Issue1394
Created on 2007-11-05 22:09 by _doublep, last changed 2022-04-11 14:56 by admin. This issue is now closed.
| Files | ||||
|---|---|---|---|---|
| File name | Uploaded | Description | Edit | |
| unreachable-code.diff | _doublep, 2007-11-05 22:09 | |||
| test_peepholer.diff | belopolsky, 2008-02-25 23:37 | |||
| unreachable-code-1.diff | belopolsky, 2008-02-26 01:44 | diff against revision 61073 | ||
| unreachable-code-with-tests.diff | belopolsky, 2008-02-26 13:10 | diff against revision 61073 | ||
| Messages (19) | |||
|---|---|---|---|
| msg57141 - (view) | Author: Paul Pogonyshev (_doublep) | Date: 2007-11-05 22:09 | |
This patch improves bytecode output, by removing unreachable code. It doesn't target special cases, as now, but provides a generic implementation. |
|||
| msg62953 - (view) | Author: Alexander Belopolsky (belopolsky) * ![]() |
Date: 2008-02-25 00:04 | |
I am not sure what this patch would accomplish. I tried
$ cat t.py
def f():
return 1
1+2
from dis import dis
print dis(f)
Both with and without patch I get
$ ./python.exe -O t.py
2 0 LOAD_CONST 1 (1)
3 RETURN_VALUE
3 4 LOAD_CONST 1 (1)
7 LOAD_CONST 2 (2)
10 BINARY_ADD
11 POP_TOP
None
I am sure I am missing something, but it is hard to tell what without
any use cases provided.
|
|||
| msg62964 - (view) | Author: Neal Norwitz (nnorwitz) * ![]() |
Date: 2008-02-25 02:30 | |
It would be great to see test cases with this change. That would help answer Alexander's question too. |
|||
| msg62992 - (view) | Author: Alexander Belopolsky (belopolsky) * ![]() |
Date: 2008-02-25 19:09 | |
I figured that out:
>>> def g():
... raise RuntimeError
...
Before the patch:
>>> dis(g)
2 0 LOAD_GLOBAL 0 (RuntimeError)
3 RAISE_VARARGS 1
6 LOAD_CONST 0 (None)
9 RETURN_VALUE
After the patch:
>>> dis(g)
2 0 LOAD_GLOBAL 0 (RuntimeError)
3 RAISE_VARARGS 1
Looks reasonable to me. Paul, do you need help with unit tests?
|
|||
| msg62999 - (view) | Author: Paul Pogonyshev (_doublep) | Date: 2008-02-25 20:25 | |
Yes, help with unit tests would be appreciated. Especially since it is
not supposed to fix anything, so I'm not sure what unit tests should be
like...
BTW, trying to understand why the patch didn't remove unreachable code
in your first example, I noticed this (both cases are with patch):
def f1():
return 1
x()
disassembly:
3 0 LOAD_CONST 1 (1)
3 RETURN_VALUE
4 4 LOAD_GLOBAL 0 (x)
7 CALL_FUNCTION 0
10 POP_TOP
def f2():
return 1
x()
return 2
disassembly:
3 0 LOAD_CONST 1 (1)
3 RETURN_VALUE
Looking a bit further, I noticed this:
if (codestr[codelen-1] != RETURN_VALUE)
goto exitUnchanged;
So, the patch really can't help with your first example, because peephol
optimizer just bails out before real action begins.
|
|||
| msg63000 - (view) | Author: Paul Pogonyshev (_doublep) | Date: 2008-02-25 20:31 | |
Speaking of which, I propose that codestr[] array is made one byte
longer and RETURN_VALUE opcode wrote in that extra byte. It will be
removed by this patch anyway (if it is accepted), but we'll remove a way
to accidentally disable peephole optimizer.

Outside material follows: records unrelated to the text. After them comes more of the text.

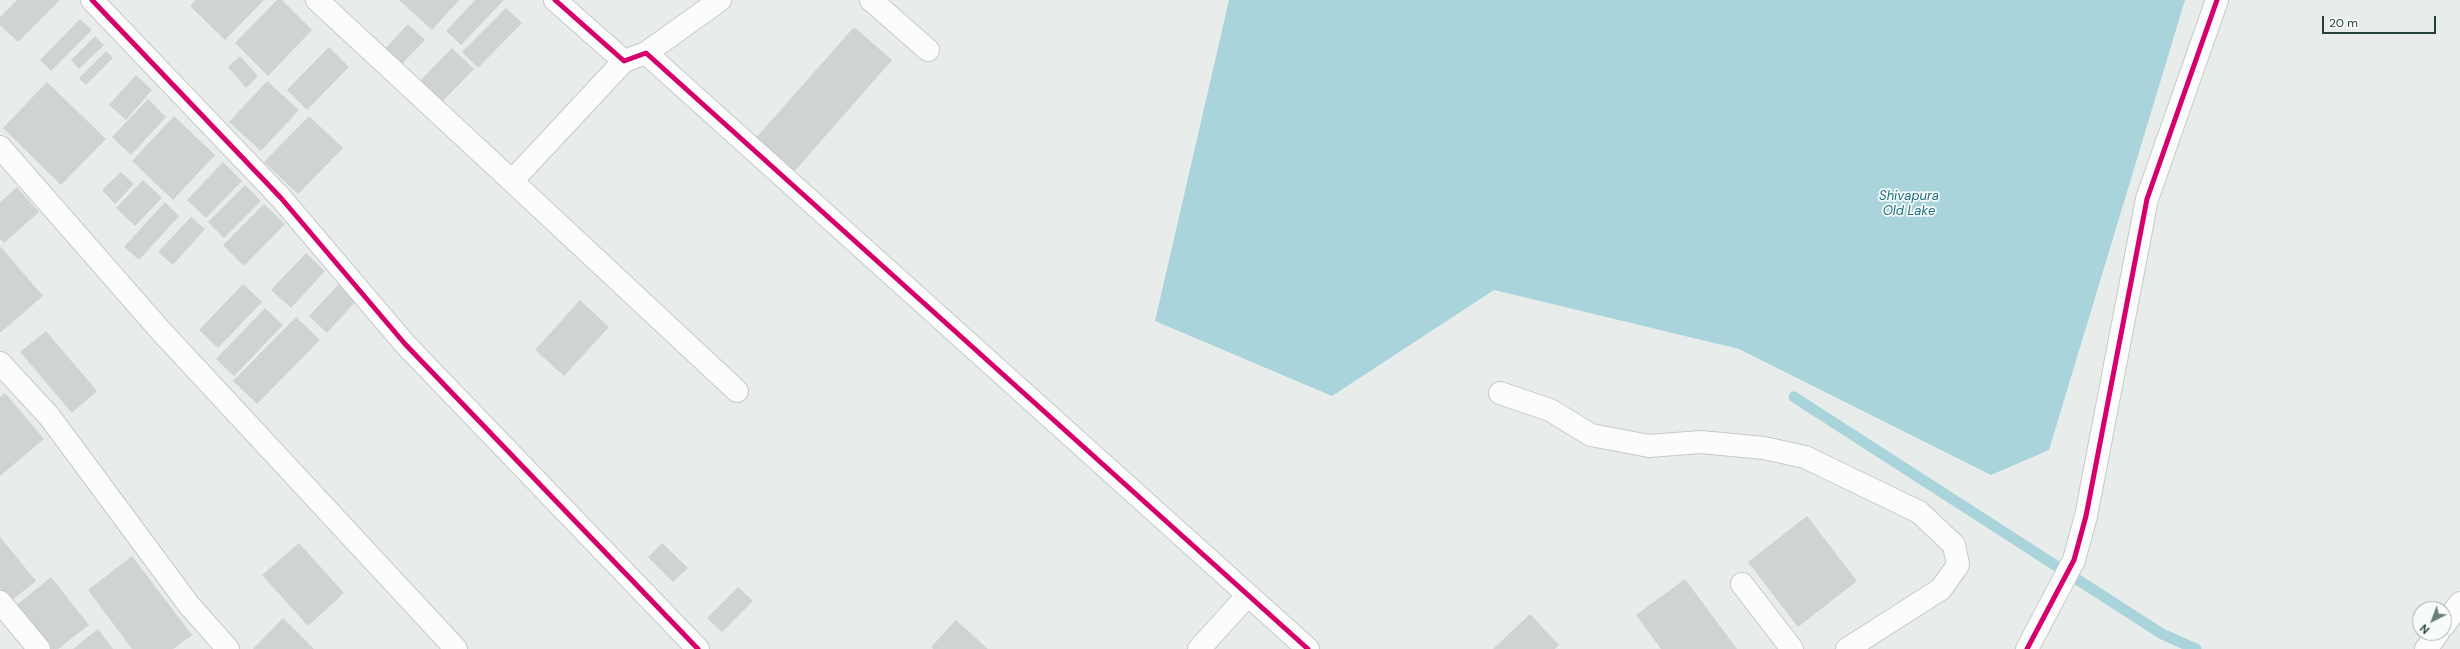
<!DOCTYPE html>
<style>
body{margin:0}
#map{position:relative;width:2460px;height:649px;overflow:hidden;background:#e8edeb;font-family:"DM Sans",sans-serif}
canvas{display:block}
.north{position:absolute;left:2412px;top:601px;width:40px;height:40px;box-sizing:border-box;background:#f7fbf9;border:1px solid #a3b1ad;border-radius:50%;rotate:222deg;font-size:11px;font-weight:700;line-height:16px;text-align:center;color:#24423a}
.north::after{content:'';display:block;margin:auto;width:14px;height:18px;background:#697e78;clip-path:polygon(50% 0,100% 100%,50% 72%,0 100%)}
.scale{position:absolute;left:2322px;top:16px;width:114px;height:18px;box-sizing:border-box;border:2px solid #24423a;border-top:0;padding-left:5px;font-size:12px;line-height:14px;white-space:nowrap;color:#24423a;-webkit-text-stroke:3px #f7fbf9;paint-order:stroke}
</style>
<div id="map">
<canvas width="2460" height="649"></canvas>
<div class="north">N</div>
<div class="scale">20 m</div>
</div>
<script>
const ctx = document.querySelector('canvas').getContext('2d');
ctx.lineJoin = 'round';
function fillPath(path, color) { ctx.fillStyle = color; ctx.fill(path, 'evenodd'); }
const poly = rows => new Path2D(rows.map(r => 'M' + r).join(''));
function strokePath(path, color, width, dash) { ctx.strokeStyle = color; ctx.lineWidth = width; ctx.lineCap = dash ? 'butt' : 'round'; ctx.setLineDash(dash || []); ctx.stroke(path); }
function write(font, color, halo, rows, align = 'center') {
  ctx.font = font + ' "DM Sans",sans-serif'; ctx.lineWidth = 3.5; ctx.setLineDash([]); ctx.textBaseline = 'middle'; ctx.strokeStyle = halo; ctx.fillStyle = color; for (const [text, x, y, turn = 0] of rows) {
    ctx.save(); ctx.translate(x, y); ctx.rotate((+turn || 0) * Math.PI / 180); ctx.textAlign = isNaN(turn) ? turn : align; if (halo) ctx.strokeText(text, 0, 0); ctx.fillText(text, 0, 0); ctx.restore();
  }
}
fillPath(poly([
 [1229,0,2185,0,2049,450,1991,475,1739,349,1494,290,1332,396,1155,321]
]), '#a9d4db');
strokePath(poly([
 [1794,397,2162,634,2196,649]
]), '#a9d4db', 11);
fillPath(poly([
 [17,0,60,0,18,42,0,25,0,17],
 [196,0,264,0,225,40,190,6],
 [277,0,282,0,312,30,268,76,235,43],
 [399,0,459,0,432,30],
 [475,0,504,0,461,45,446,31],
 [506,8,522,23,478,68,462,52],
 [80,19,92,30,51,71,40,60],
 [408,24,425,40,398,68,382,52],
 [854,27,892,60,793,173,755,139],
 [95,36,104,45,79,69,71,60],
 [329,47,349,67,307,110,287,90],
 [452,48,474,69,439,105,417,84],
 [106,51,113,58,86,85,79,78],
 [240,56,258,76,246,88,228,67],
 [136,75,152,90,126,120,109,105],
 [267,81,299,110,261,151,229,122],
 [47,82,106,139,61,185,3,128],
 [148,99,166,117,131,155,112,137],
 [174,116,215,155,173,200,132,161],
 [309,116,343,148,298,194,264,162],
 [223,162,242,181,206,218,187,200],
 [121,172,134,184,115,204,102,190],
 [143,180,162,198,135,226,116,208],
 [245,185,261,201,224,238,208,222],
 [17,187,39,212,4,243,0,239,0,202],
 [165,202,179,216,139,260,124,247],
 [264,204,285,224,244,266,223,245],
 [191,217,205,229,173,265,158,252],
 [0,246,43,296,0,333],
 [306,253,325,271,291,308,271,290],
 [243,284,262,302,218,348,199,330],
 [339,284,357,300,327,333,309,316],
 [580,300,609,327,564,376,535,350],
 [265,308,283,325,234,376,216,359],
 [296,317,320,340,257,404,233,381],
 [46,331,97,391,72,413,20,352],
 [5,393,44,439,0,476,0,397],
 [1807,516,1857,581,1798,627,1748,562],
 [0,537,36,581,11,601,0,588],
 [299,543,344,593,308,626,262,575],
 [662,543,688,568,673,582,648,557],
 [132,556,192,635,173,649,132,649,88,590],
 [51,577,89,625,58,649,46,649,13,608],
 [1685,579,1737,649,1661,649,1636,615],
 [738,587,753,601,722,632,707,618],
 [1530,614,1559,645,1555,649,1493,649],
 [283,618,314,649,253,649],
 [956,620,988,649,933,649,931,647],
 [98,629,113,649,73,649]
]), '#cfd4d2');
const minor = poly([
 [92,0,281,198,405,344,698,649],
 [317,0,512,181,624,61],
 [555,0,624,61,646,53,1308,649],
 [871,0,928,50],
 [646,53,720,0],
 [0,147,160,330,456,649],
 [512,181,737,391],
 [0,363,49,416,189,605,228,649],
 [1500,393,1550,410,1591,435,1649,446,1701,442,1764,448,1805,457,1919,512,1954,545,1958,565,1941,589,1847,649],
 [1742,584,1792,649],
 [0,602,39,649],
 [2444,625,2460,603],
 [1199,649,1248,595],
 [2027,649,2074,560,2086,516,2147,199,2217,0],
 [2426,649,2438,633]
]);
strokePath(minor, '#c5cac8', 24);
strokePath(minor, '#fcfcfc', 22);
strokePath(poly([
 [92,0,281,198,405,344,698,649],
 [555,0,624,61,646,53,1308,649],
 [2027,649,2074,560,2086,516,2147,199,2217,0]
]), '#d6006c', 5);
write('italic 13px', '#1c6f80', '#f7fbf9', [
 ["Shivapura",1909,197],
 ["Old Lake",1909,212]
]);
</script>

I mean, it would cost almost nothing, yet will prevent making some
functions non-optimized. E.g. like this:
def foo(x):
if x >= 0:
return x * 2
raise ValueError
|
|||
| msg63004 - (view) | Author: Benjamin Peterson (benjamin.peterson) * ![]() |
Date: 2008-02-25 21:32 | |
>Yes, help with unit tests would be appreciated. Especially since it is >not supposed to fix anything, so I'm not sure what unit tests should be >like... Unit tests are just for bugfixes. They let us make sure Python is doing what we want it to do in a given case. Your unit test will probably have functions where you optimization should take effect and assert that it does. For starters, take a look at Lib/test/test_peephole.py |
|||
| msg63005 - (view) | Author: Guido van Rossum (gvanrossum) * ![]() |
Date: 2008-02-25 21:50 | |
On Mon, Feb 25, 2008 at 1:32 PM, Benjamin Peterson <report@bugs.python.org> wrote: > Unit tests are just for bugfixes. I presume you meant "are *not* just for bugfixes". |
|||
| msg63006 - (view) | Author: Benjamin Peterson (benjamin.peterson) * ![]() |
Date: 2008-02-25 22:05 | |
> I presume you meant "are *not* just for bugfixes". (Sigh) Yes, of course. |
|||
| msg63017 - (view) | Author: Alexander Belopolsky (belopolsky) * ![]() |
Date: 2008-02-25 23:37 | |
Attached patch adds test_elim_unreachable() unit test. Last two
assertions should fail with unpatched python.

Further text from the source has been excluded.